Given: Δ ABC such that AD = 2.4 cm, AE = 3.2 cm, DE = 2 cm and BE = 5 cm. Also DE ∥ BC.
Required to find: BD and CE.
As DE ∥ BC, AB is transversal,
∠APQ = ∠ABC (corresponding angles)
As DE ∥ BC, AC is transversal,
∠AED = ∠ACB (corresponding angles)
In Δ ADE and Δ ABC,
∠ADE = ∠ABC
∠AED = ∠ACB
∴ Δ ADE = Δ ABC (AA similarity criteria)
Now, we know that
Corresponding parts of similar triangles are propositional.
⇒ \(\frac{AD}{AB}\) = \(\frac{AE}{AC}\) = \(\frac{DE}{BC}\)

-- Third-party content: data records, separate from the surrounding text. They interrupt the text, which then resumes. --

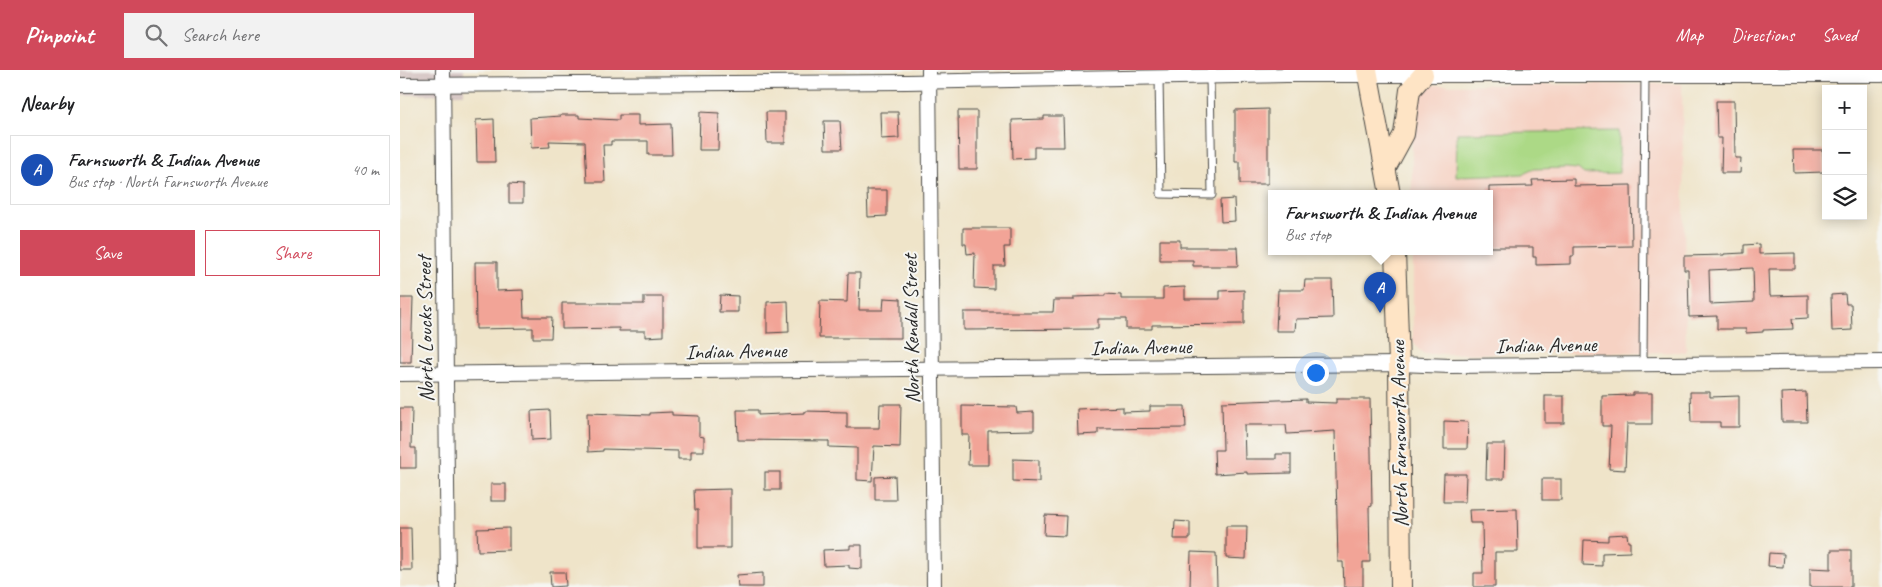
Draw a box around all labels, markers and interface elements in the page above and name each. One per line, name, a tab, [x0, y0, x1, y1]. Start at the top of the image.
search box	[124, 13, 474, 58]
text: Pinpoint	[25, 20, 94, 50]
icon: search	[142, 21, 170, 49]
text: Search here	[182, 23, 259, 47]
text: Map	[1676, 24, 1703, 46]
text: Directions	[1731, 24, 1794, 46]
text: Saved	[1822, 24, 1857, 46]
map controls	[1822, 85, 1867, 220]
button: +	[1822, 85, 1867, 130]
text: Nearby	[20, 90, 73, 116]
button: −	[1822, 130, 1867, 175]
text: Farnsworth & Indian Avenue	[68, 148, 259, 172]
text: A	[33, 160, 41, 180]
text: 40 m	[352, 160, 379, 180]
text: Bus stop · North Farnsworth Avenue	[68, 172, 267, 192]
button: layers	[1822, 175, 1867, 220]
popup	[1268, 190, 1493, 255]
text: Farnsworth & Indian Avenue	[1285, 201, 1476, 225]
text: Bus stop	[1285, 225, 1331, 245]
button: Save	[20, 230, 195, 276]
button: Share	[205, 230, 380, 276]
street label: North Kendall Street	[897, 252, 925, 404]
street label: North Loucks Street	[411, 253, 439, 402]
pin: A	[1364, 272, 1396, 313]
street label: Indian Avenue	[1495, 331, 1598, 359]
street label: Indian Avenue	[1090, 333, 1193, 361]
street label: Indian Avenue	[685, 337, 788, 365]
street label: North Farnsworth Avenue	[1384, 339, 1414, 528]
your location	[1303, 360, 1329, 386]

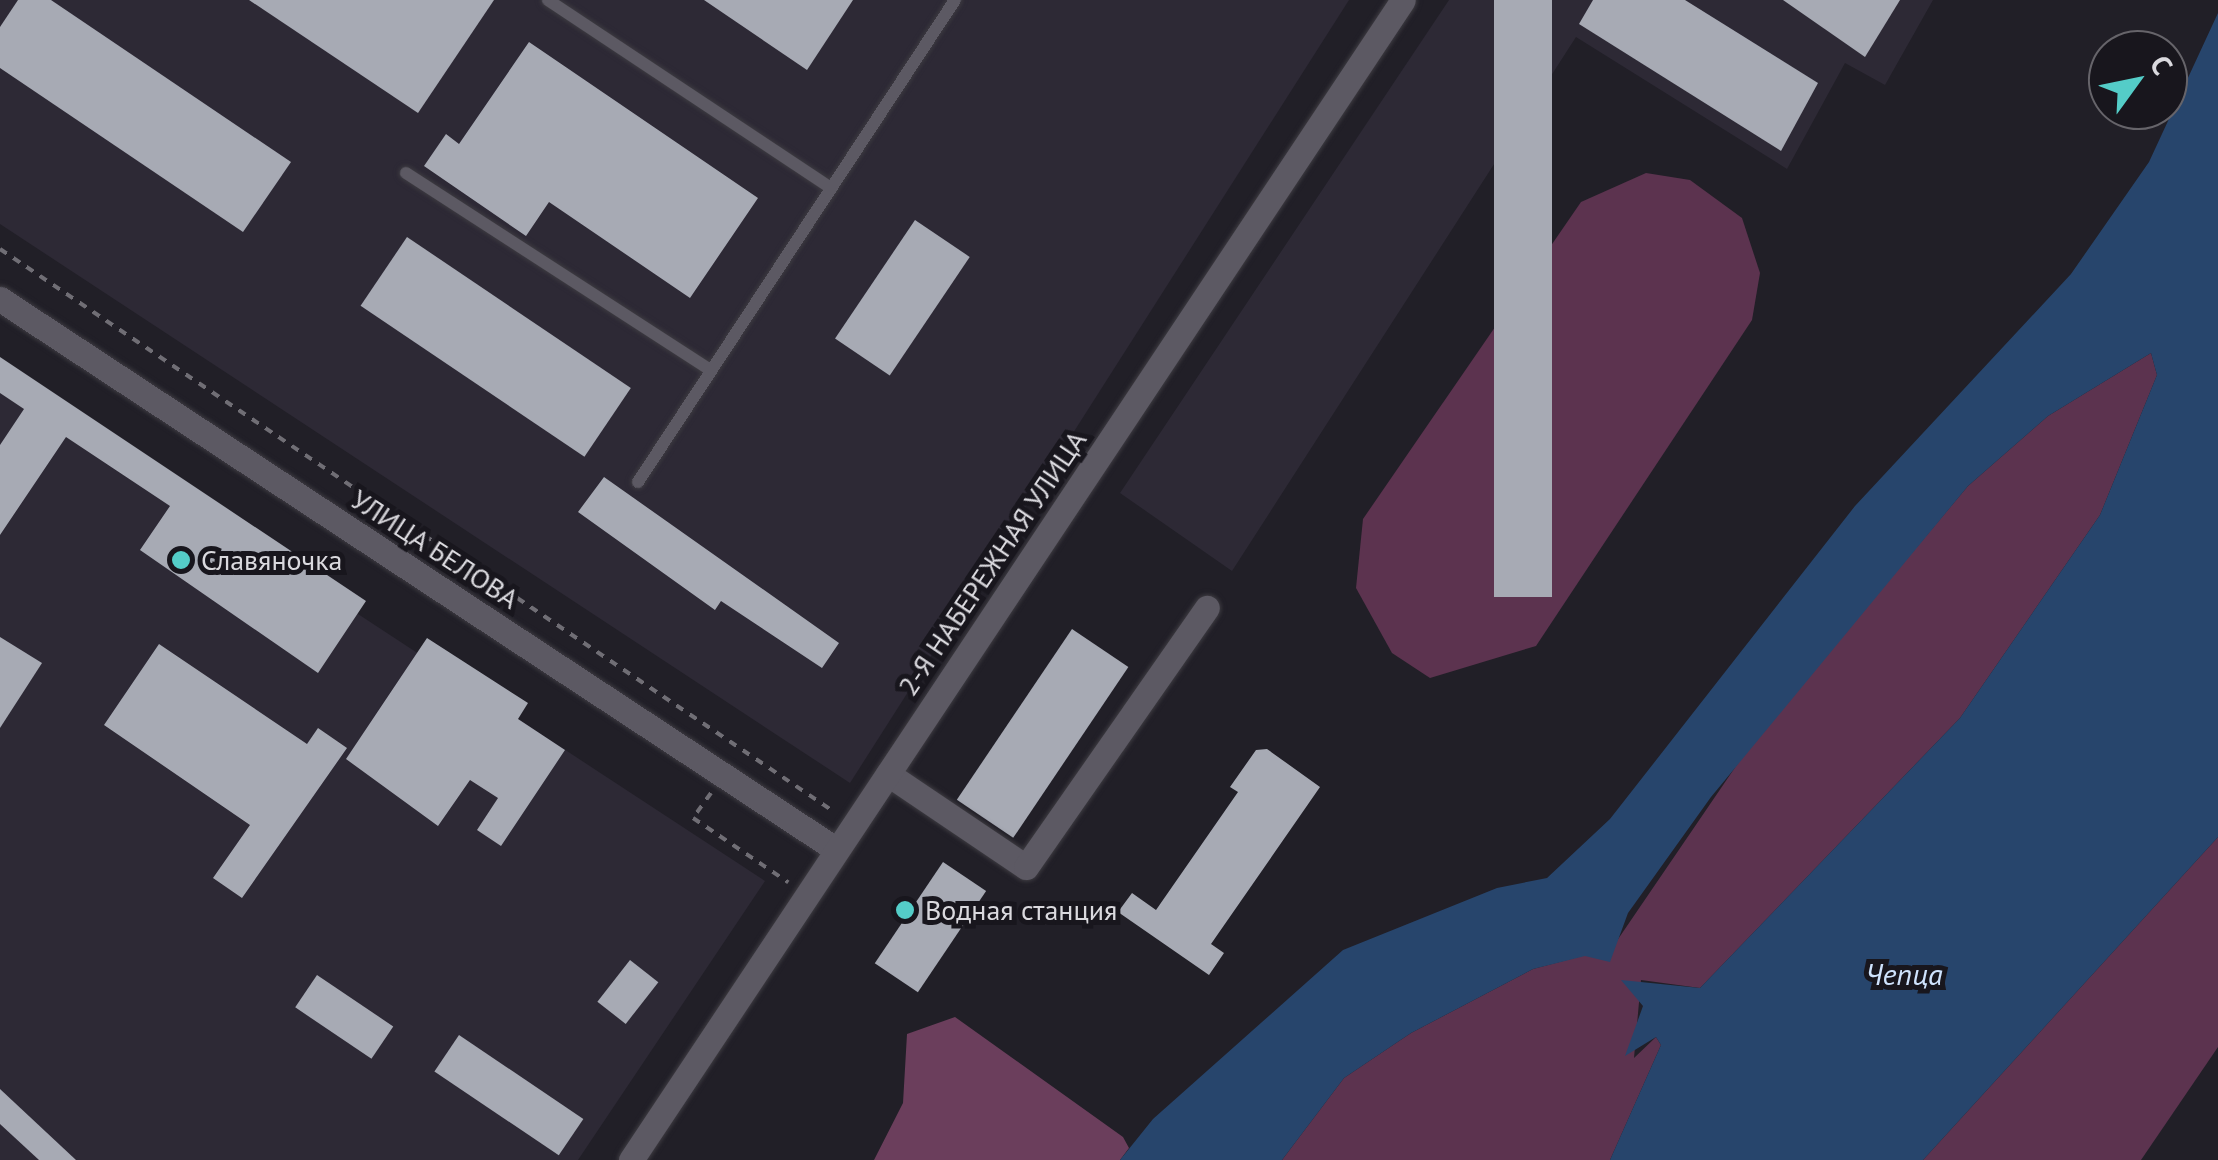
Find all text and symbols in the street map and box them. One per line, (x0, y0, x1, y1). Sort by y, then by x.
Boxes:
north arrow (2088, 30, 2188, 130)
text: С (2142, 48, 2182, 81)
street label: 2-Я НАБЕРЕЖНАЯ УЛИЦА (891, 424, 1093, 702)
street label: УЛИЦА БЕЛОВА (344, 482, 526, 616)
place label: Славяночка (201, 543, 343, 577)
marker: Славяночка (170, 549, 192, 571)
place label: Водная станция (925, 893, 1117, 927)
marker: Водная станция (894, 899, 916, 921)
water label: Чепца (1865, 956, 1943, 992)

\(\frac{AD}{AB}\) = \(\frac{DE}{BC}\)
\(\frac{2.4}{(2.4 + DB)}\) = \(\frac{2}{5}\) [Since, AB = AD + DB]
2.4 + DB = 6
DB = 6 – 2.4
DB = 3.6 cm
In the same way,
⇒ \(\frac{AE}{AC} = \frac{DE}{BC}\)
\(\frac{3.2}{(3.2 + EC)}\) = \(\frac{2}{5}\) [Since AC = AE + EC]
3.2 + EC = 8
EC = 8 – 3.2
EC = 4.8 cm
∴ BD = 3.6 cm and CE = 4.8 cm.